* Exercise: For the entries below, count the lines that contain the word "strokeStyle" and reply with that number only.

* Dataset excerpts:
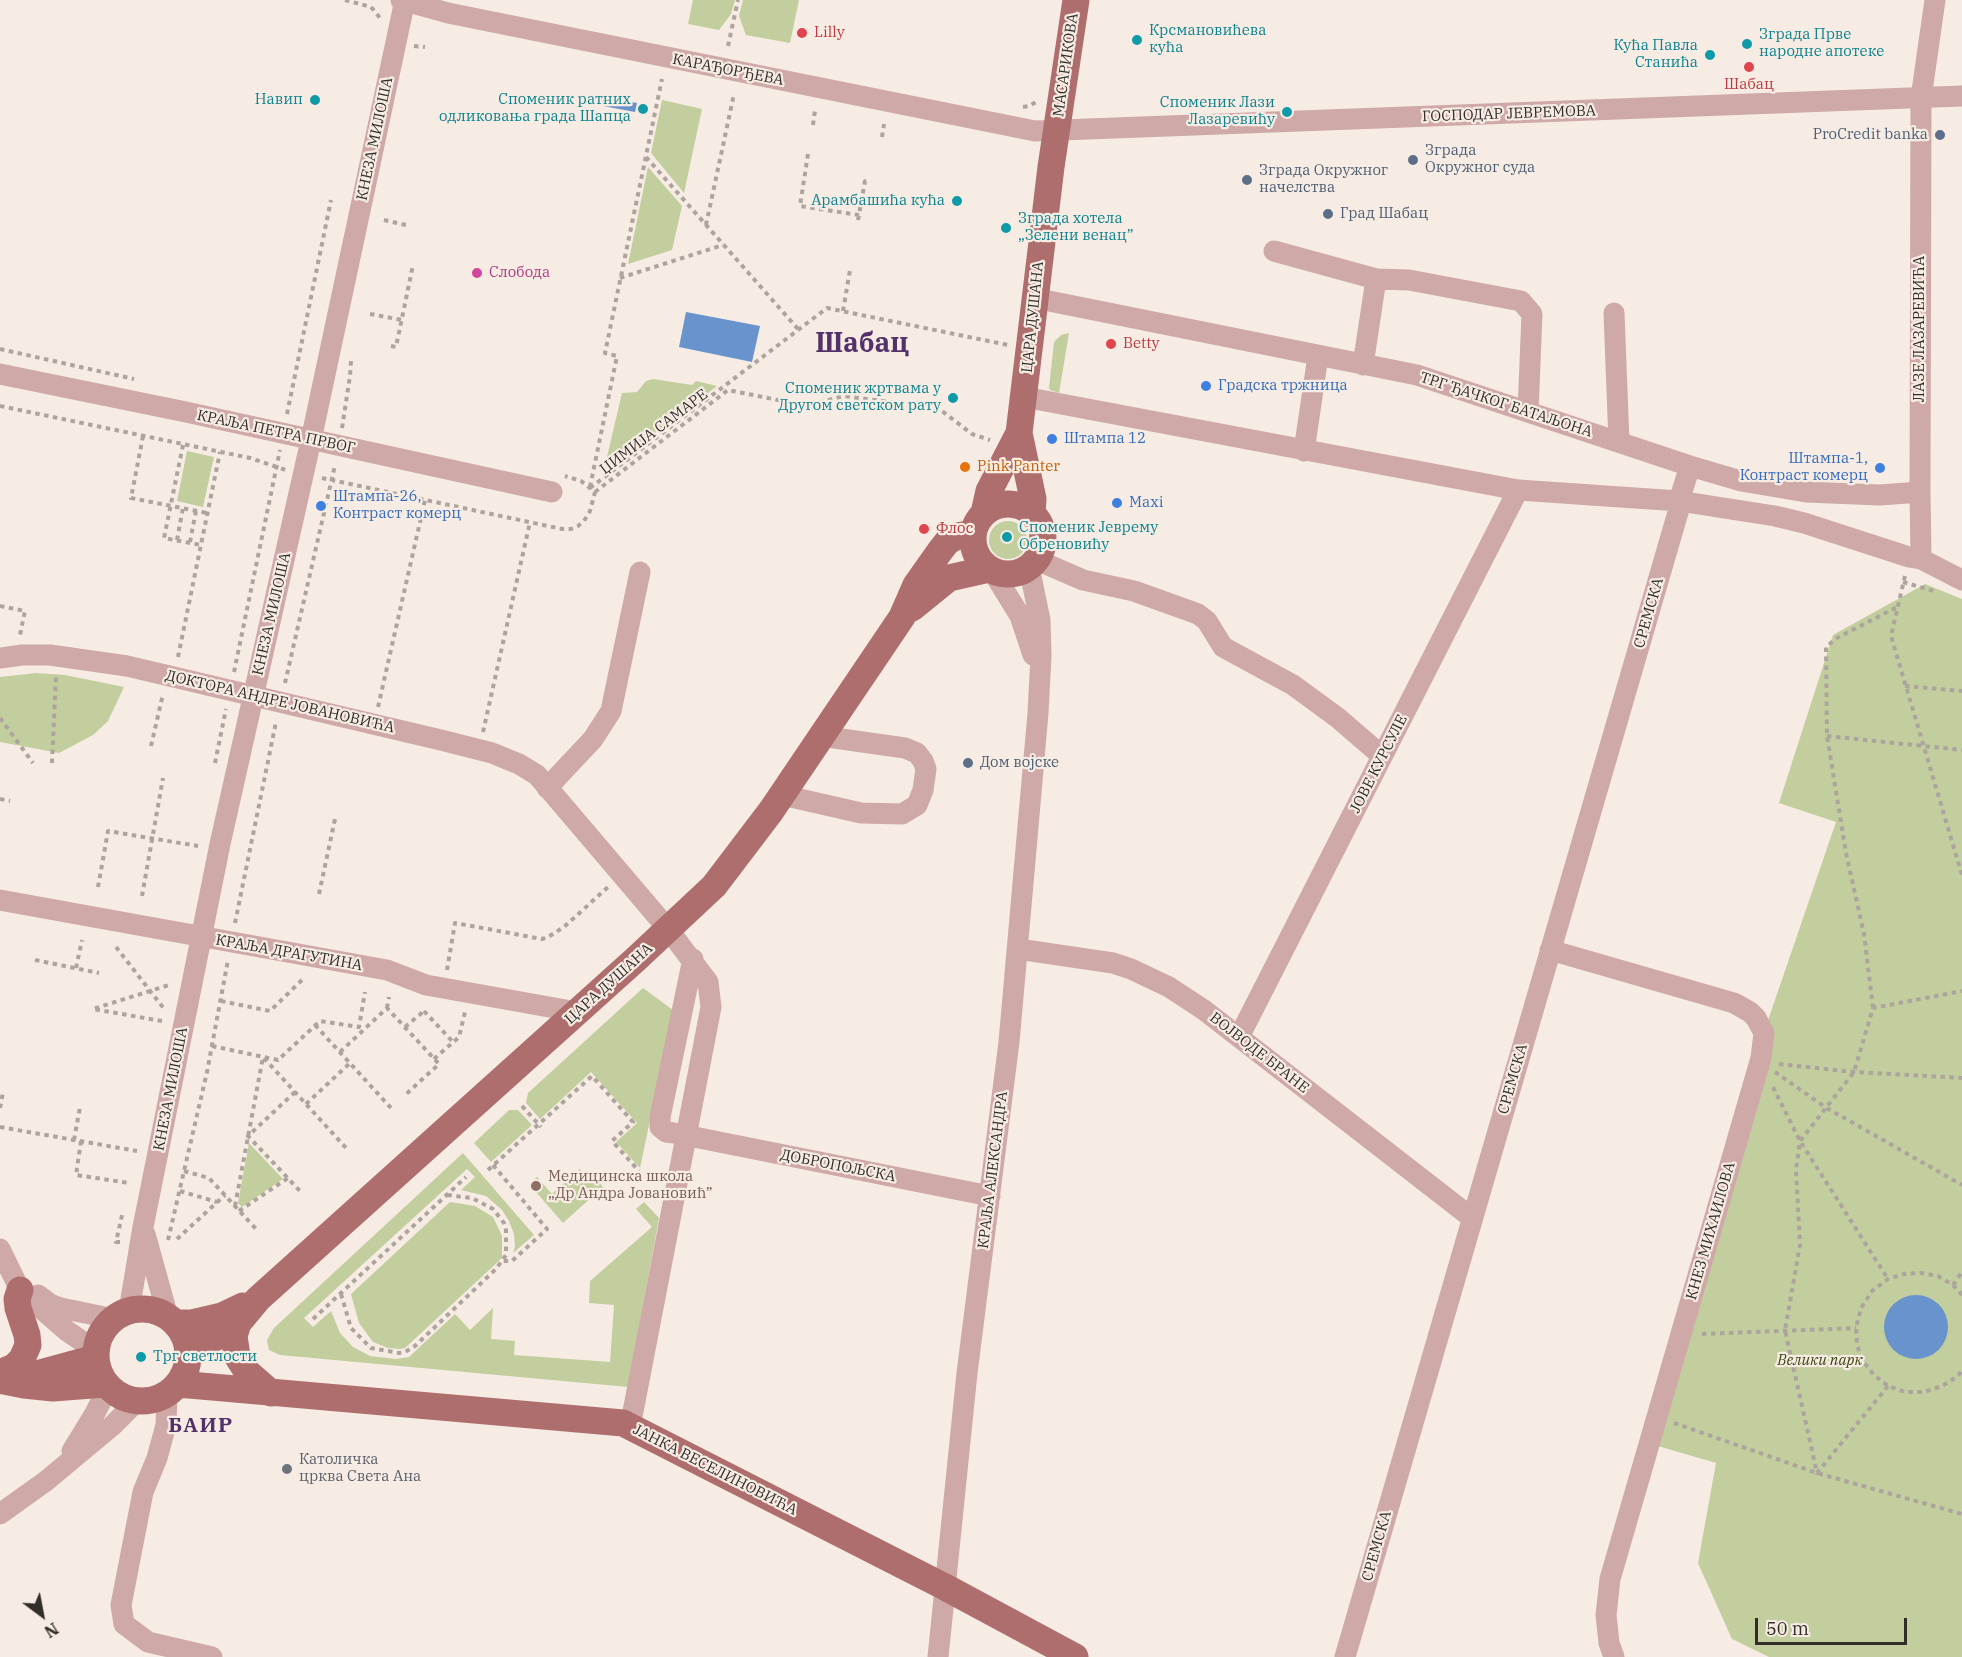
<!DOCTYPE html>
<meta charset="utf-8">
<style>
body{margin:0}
#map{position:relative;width:1962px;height:1657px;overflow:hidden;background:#f6ece3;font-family:"IBM Plex Serif",serif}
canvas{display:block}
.north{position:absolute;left:12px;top:1585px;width:60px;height:60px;-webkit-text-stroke:4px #f6ece3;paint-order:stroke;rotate:148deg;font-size:16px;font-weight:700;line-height:24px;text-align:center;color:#312d29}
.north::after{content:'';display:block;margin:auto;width:21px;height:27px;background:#312d29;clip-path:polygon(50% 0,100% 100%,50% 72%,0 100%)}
.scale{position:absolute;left:1755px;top:1618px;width:152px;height:27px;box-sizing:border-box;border:3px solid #312d29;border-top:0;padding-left:8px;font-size:18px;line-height:21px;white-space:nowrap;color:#312d29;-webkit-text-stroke:4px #f6ece3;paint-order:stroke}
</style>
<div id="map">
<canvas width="1962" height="1657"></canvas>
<div class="north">N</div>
<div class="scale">50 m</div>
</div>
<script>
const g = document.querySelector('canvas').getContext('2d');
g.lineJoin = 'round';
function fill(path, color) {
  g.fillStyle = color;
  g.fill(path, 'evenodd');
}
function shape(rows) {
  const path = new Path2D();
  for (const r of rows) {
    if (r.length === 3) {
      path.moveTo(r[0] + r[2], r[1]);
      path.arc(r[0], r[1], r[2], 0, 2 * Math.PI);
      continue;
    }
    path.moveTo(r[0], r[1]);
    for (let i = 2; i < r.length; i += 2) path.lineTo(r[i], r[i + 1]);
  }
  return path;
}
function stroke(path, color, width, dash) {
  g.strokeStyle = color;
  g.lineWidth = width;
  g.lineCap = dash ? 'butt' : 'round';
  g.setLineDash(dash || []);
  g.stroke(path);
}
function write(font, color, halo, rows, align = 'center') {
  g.font = font + ' "IBM Plex Serif",serif';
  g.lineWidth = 4.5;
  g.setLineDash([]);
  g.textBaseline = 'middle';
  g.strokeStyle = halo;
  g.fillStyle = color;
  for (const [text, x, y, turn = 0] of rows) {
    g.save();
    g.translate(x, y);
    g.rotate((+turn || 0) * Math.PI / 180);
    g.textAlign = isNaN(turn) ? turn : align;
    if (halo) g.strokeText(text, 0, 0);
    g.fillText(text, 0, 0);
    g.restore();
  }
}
fill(shape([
 [693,0,735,0,731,14,719,30,688,24],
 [743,0,799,0,790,43,746,35,739,16],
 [662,100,702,109,684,193,651,153],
 [648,167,682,206,672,250,628,264],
 [1069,333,1059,393,1050,390,1049,388,1054,342,1061,335],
 [653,379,692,385,696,381,717,386,619,460,607,457,622,393,637,392,646,381],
 [187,451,214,457,203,507,177,501],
 [1008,540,19],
 [1925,584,1962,599,1962,1657,1769,1657,1732,1639,1698,1563,1716,1463,1651,1444,1752,1067,1836,822,1779,803,1833,635],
 [36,673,65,675,124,687,108,721,93,735,59,753,0,742,0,677],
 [643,988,673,1010,640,1168,616,1142,637,1123,591,1072,540,1119,526,1103,528,1093],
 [509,1110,518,1110,532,1125,491,1162,474,1143],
 [249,1143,283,1179,242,1207,238,1203],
 [463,1153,534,1235,513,1253,515,1247,514,1234,509,1221,502,1210,486,1196,461,1190,475,1177,467,1169,304,1318,313,1327,331,1311,340,1333,353,1347,370,1356,396,1359,409,1357,455,1314,470,1330,493,1308,491,1339,515,1341,514,1355,610,1362,614,1305,589,1303,590,1281,652,1227,636,1209,644,1202,659,1218,628,1387,280,1355,269,1350,267,1340,274,1328],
 [580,1169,587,1177,591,1173,603,1187,563,1223,529,1184,537,1177,552,1194],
 [450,1202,475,1206,493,1217,502,1236,502,1258,405,1348,400,1349,388,1348,373,1342,359,1323,351,1294]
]), '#c2ce9d');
fill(shape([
 [594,96,637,103,635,112,592,104],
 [686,312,760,326,752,362,679,347],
 [1916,1327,32]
]), '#6893cd');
stroke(shape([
 [345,0,371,7,381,19],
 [414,46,425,47],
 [728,46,738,0],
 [1023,107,1029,106,1038,101],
 [813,125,815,110],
 [882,137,884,124],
 [808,154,800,206,859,215],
 [646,157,798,329],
 [384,220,406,225],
 [858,220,865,181,869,181],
 [706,225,734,94],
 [620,278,723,245],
 [843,311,850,270],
 [370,314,402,320],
 [391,346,396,347,413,265],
 [0,349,134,379],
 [0,406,250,458,286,470],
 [287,414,331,200],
 [342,428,350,376,351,361],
 [143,436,131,498,207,513],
 [183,445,164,538,201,545],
 [322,478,562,529,571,529,578,526,584,521,590,511,595,492,581,481,565,476],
 [590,487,617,356,605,353,662,79],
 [590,488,827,308,1008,345],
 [595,492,728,390,808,406,843,396,938,408,972,434,990,440],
 [177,540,183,508],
 [190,542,196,511],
 [1905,576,1891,636,1962,875],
 [1903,582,1937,592],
 [0,606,25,611,20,635],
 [178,657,220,452],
 [234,672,280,450],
 [285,683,335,465],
 [1905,686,1962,691],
 [378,707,425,500],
 [0,718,33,763],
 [483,732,530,522],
 [1827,736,1962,750],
 [151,746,163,694],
 [52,763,56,675],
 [215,763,226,709],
 [0,799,10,801],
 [98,887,108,831,198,846],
 [319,894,335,819],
 [142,896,163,778],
 [235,923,276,722],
 [116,947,165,1010],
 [35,960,99,973],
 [76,968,82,940],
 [447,970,455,923,542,939,548,937,564,927,608,887],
 [221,1001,270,1011,302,980],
 [387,1008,389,997],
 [1873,1008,1864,934,1846,853,1827,736,1826,647,1837,638,1897,607],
 [424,1011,453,1042],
 [162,1021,93,1009,169,985],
 [315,1025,391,1108],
 [405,1027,424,1011],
 [212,1046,278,1060,320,1021,359,1027,365,992],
 [340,1052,387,1008,439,1064,404,1096],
 [434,1059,459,1037,465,1012],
 [1779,1064,1854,1072,1962,1078],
 [1775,1072,1825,1107,1962,1185],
 [1773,1087,1800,1141,1888,1279],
 [295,1092,248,1136,300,1191],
 [306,1104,350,1063],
 [522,1106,541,1127],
 [0,1108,3,1092],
 [0,1127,137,1151],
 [74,1140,80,1107],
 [81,1141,76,1175,129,1183],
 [493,1165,547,1229,512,1261,503,1261],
 [488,1170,592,1076,633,1122,612,1141,639,1171],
 [184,1171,209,1178,258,1231],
 [180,1191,217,1202],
 [235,1206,263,1057,347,1149],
 [239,1211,288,1178],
 [177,1239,225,1195],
 [168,1240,207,1072,228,960],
 [120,1242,116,1242,123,1211],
 [1953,1285,1962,1272],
 [341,1294,351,1328,371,1348,399,1353,405,1352,415,1346,496,1269,506,1255,506,1230,504,1223,493,1209,472,1198,447,1195],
 [1962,1295,1953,1285,1938,1276,1921,1273,1904,1274,1888,1279,1872,1291,1861,1308,1856,1328,1857,1345,1863,1361,1874,1375,1888,1386,1905,1392,1924,1392,1942,1386,1958,1376,1962,1370],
 [313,1319,466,1177],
 [1702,1334,1856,1328],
 [1888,1386,1817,1473,1785,1330,1800,1245,1796,1170,1800,1141,1854,1072,1873,1008,1962,991],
 [1674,1423,1817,1473,1962,1514]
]), '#aca49d', 4, [4.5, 4.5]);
stroke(shape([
 [401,0,448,13,1035,131,1962,96],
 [1274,251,1376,279],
 [1034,298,1417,375,1690,466,1679,501],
 [1614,313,1619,442],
 [1363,365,1376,279,1409,280,1521,301,1532,314,1528,412],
 [0,374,186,412,552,492],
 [1024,397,1518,490,1679,501,1775,516,1804,523,1909,557,1921,559,1962,580],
 [1304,451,1318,356],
 [1690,466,1741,481,1806,492,1880,495,1920,492],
 [1921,559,1920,492,1921,98,1935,0],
 [1037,560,1083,580,1134,591,1198,614,1207,621,1223,647,1293,685,1338,718,1382,756],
 [993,572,1020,616,1033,655],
 [0,658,22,655,50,655,127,666,445,741,492,753,519,764,537,775,668,929,708,982,711,1007,630,1427],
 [547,788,593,739,611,711,640,572],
 [782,795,861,813,902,814,917,805,923,790,926,769,923,761,917,753,905,748,820,736],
 [0,900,387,970,426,985,577,1012],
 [1018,949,1113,963,1131,969,1169,987,1204,1010,1472,1218],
 [1550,950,1734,1003,1750,1012,1756,1018,1764,1033,1761,1058,1610,1579,1606,1615,1609,1643,1614,1657],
 [693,959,660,1117,660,1127,666,1132,674,1133,990,1196],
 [1239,1037,1518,490],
 [145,1234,168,1317],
 [0,1249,20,1290,67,1331,95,1350],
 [38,1295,50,1304,61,1308,114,1319],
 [129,1311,143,1227,220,844,311,440,405,0],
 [167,1395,166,1425,157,1458,143,1492,121,1605,124,1624,148,1642,212,1657],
 [72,1451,94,1415,108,1388],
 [0,1514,46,1481,112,1426,136,1402],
 [938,1657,967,1373,1009,1042,1038,713,1041,656,1040,620,1029,567],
 [1345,1657,1681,502]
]), '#cfa9a8', 21);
stroke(shape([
 [1019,433,1033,499,1032,513],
 [1008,539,35],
 [984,513,989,491,1019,433,1051,167,1076,0],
 [912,608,949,578,989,569],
 [142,1355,46],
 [175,1323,192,1323,222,1316,243,1306],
 [238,1323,234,1336,237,1356,248,1373,271,1393],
 [188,1351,208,1342,238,1323,258,1299,636,959,714,886,771,811,902,617,916,585,940,551,947,542,957,536,973,533],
 [0,1373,14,1367,22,1359,28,1345,27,1335,18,1308,17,1299,20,1290],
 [18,1379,95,1358],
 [4,1381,24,1385,53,1388,105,1384],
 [178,1384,623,1423,945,1587,1075,1657]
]), '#af6e6e', 27);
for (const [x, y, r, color] of [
 [802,33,6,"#e0444e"],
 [1137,40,6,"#0f9aa8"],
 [1747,44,6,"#0f9aa8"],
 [1710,55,6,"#0f9aa8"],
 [1749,67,6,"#e0444e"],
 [315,100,6,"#0f9aa8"],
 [643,109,6,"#0f9aa8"],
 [1287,112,6,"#0f9aa8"],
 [1940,135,6,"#5c6f8a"],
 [1413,160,6,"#5c6f8a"],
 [1247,180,6,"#5c6f8a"],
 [957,201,6,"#0f9aa8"],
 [1328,214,6,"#5c6f8a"],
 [1006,228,6,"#0f9aa8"],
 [477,273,6,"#d1479c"],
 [1111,344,6,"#e0444e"],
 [1206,386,6,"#3f7fe0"],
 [953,398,6,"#0f9aa8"],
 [1052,439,6,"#3f7fe0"],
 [965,467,6,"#e8710a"],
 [1880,468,6,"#3f7fe0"],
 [1117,503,6,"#3f7fe0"],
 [321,506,6,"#3f7fe0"],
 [924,529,6,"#e0444e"],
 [1007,537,6,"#0f9aa8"],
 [968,763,6,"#5c6f8a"],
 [536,1186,6,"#8d6e63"],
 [141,1357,6,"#0f9aa8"],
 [287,1469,6,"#6b7280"]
]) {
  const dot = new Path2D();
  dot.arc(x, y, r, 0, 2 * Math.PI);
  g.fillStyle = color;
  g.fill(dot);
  stroke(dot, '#f6ece3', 2);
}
write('15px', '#0d838f', '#f6ece3', [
 ["Крсмановићева",1149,31,"left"],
 ["кућа",1149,48,"left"],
 ["Зграда Прве",1759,35,"left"],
 ["народне апотеке",1759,52,"left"],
 ["Кућа Павла",1698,46],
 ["Станића",1698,63],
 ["Навип",303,100],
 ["Споменик ратних",631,100],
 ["одликовања града Шапца",631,117],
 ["Споменик Лази",1275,103],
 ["Лазаревићу",1275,120],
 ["Арамбашића кућа",945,201],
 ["Зграда хотела",1018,219,"left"],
 ["„Зелени венац”",1018,236,"left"],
 ["Споменик жртвама у",941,389],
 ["Другом светском рату",941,406],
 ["Споменик Јеврему",1019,528,"left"],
 ["Обреновићу",1019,545,"left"],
 ["Трг светлости",153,1357,"left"]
], 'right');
write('15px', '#be3a42', '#f6ece3', [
 ["Lilly",814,33],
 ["Шабац",1749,85,"center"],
 ["Betty",1123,344],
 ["Флос",936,529]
], 'left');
write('15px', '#312d29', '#f6ece3', [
 ["МАСАРИКОВА",1066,65,-82],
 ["КАРАЂОРЂЕВА",728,70,11],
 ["ГОСПОДАР ЈЕВРЕМОВА",1509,114,-2],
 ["КНЕЗА МИЛОША",375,139,-78],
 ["ЦАРА ДУШАНА",1033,317,-84],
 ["ЛАЗЕ ЛАЗАРЕВИЋА",1920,329,-90],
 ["ТРГ ЂАЧКОГ БАТАЉОНА",1506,405,18],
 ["КРАЉА ПЕТРА ПРВОГ",276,432,12],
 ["ЏИМИЈА САМАРЕ",654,432,-37],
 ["СРЕМСКА",1649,613,-74],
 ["КНЕЗА МИЛОША",272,614,-77],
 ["ДОКТОРА АНДРЕ ЈОВАНОВИЋА",280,702,13],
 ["ЈОВЕ КУРСУЛЕ",1379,764,-63],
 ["КРАЉА ДРАГУТИНА",289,953,10],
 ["ЦАРА ДУШАНА",609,984,-42],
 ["ВОЈВОДЕ БРАНЕ",1259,1053,38],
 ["СРЕМСКА",1513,1079,-74],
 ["КНЕЗА МИЛОША",171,1089,-79],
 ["ДОБРОПОЉСКА",838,1166,11],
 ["КРАЉА АЛЕКСАНДРА",993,1170,-83],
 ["КНЕЗ МИХАИЛОВА",1711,1231,-74],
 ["ЈАНКА ВЕСЕЛИНОВИЋА",715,1470,27],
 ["СРЕМСКА",1377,1546,-74]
]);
write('15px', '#4e5e75', '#f6ece3', [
 ["ProCredit banka",1928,135,"right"],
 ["Зграда",1425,151],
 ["Окружног суда",1425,168],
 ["Зграда Окружног",1259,171],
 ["начелства",1259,188],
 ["Град Шабац",1340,214],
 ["Дом војске",980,763]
], 'left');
write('15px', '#b23c85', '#f6ece3', [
 ["Слобода",489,273]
], 'left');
write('15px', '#366cbe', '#f6ece3', [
 ["Градска тржница",1218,386],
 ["Штампа 12",1064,439],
 ["Штампа-1,",1868,459,"right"],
 ["Контраст комерц",1868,476,"right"],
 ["Штампа-26,",333,497],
 ["Контраст комерц",333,514],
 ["Maxi",1129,503]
], 'left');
write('15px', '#c56008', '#f6ece3', [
 ["Pink Panter",977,467]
], 'left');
write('15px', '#785e54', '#f6ece3', [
 ["Медицинска школа",548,1177],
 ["„Др Андра Јовановић”",548,1194]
], 'left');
write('italic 15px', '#3b450f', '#f6ece3', [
 ["Велики парк",1820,1361]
]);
write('15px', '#5b616d', '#f6ece3', [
 ["Католичка",299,1460],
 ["црква Света Ана",299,1477]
], 'left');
g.letterSpacing = '1.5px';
write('bold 21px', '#53316a', '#f6ece3', [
 ["БАИР",201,1426]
]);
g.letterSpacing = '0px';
write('bold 27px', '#53316a', '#f6ece3', [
 ["Шабац",862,344]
]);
</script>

* Output for this task: 2